§ Saved data entries

====

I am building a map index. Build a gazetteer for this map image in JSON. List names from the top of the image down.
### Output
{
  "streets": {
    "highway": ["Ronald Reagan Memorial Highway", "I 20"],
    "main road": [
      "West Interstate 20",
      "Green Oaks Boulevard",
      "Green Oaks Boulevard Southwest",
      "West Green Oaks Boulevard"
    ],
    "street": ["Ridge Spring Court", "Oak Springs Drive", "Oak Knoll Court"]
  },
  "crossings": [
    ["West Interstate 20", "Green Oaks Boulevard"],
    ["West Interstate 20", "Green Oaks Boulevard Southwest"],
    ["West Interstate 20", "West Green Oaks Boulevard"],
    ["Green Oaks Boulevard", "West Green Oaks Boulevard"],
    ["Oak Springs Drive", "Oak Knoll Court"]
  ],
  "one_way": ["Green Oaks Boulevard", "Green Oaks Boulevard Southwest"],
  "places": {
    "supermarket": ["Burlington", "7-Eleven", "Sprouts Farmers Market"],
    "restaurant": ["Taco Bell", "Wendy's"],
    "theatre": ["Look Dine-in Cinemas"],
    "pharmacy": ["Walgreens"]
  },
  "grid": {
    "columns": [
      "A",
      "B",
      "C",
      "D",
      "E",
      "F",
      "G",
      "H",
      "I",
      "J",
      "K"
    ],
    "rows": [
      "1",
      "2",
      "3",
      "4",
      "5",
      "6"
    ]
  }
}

====

§ Aim of the exercise
The entries are to be transcribed exactly, each line in full.

§ Problem solution
I am building a map index. Build a gazetteer for this map image in JSON. List names from the top of the image down.
### Output
{
  "streets": {
    "highway": ["Ronald Reagan Memorial Highway", "I 20"],
    "main road": [
      "West Interstate 20",
      "Green Oaks Boulevard",
      "Green Oaks Boulevard Southwest",
      "West Green Oaks Boulevard"
    ],
    "street": ["Ridge Spring Court", "Oak Springs Drive", "Oak Knoll Court"]
  },
  "crossings": [
    ["West Interstate 20", "Green Oaks Boulevard"],
    ["West Interstate 20", "Green Oaks Boulevard Southwest"],
    ["West Interstate 20", "West Green Oaks Boulevard"],
    ["Green Oaks Boulevard", "West Green Oaks Boulevard"],
    ["Oak Springs Drive", "Oak Knoll Court"]
  ],
  "one_way": ["Green Oaks Boulevard", "Green Oaks Boulevard Southwest"],
  "places": {
    "supermarket": ["Burlington", "7-Eleven", "Sprouts Farmers Market"],
    "restaurant": ["Taco Bell", "Wendy's"],
    "theatre": ["Look Dine-in Cinemas"],
    "pharmacy": ["Walgreens"]
  },
  "grid": {
    "columns": [
      "A",
      "B",
      "C",
      "D",
      "E",
      "F",
      "G",
      "H",
      "I",
      "J",
      "K"
    ],
    "rows": [
      "1",
      "2",
      "3",
      "4",
      "5",
      "6"
    ]
  }
}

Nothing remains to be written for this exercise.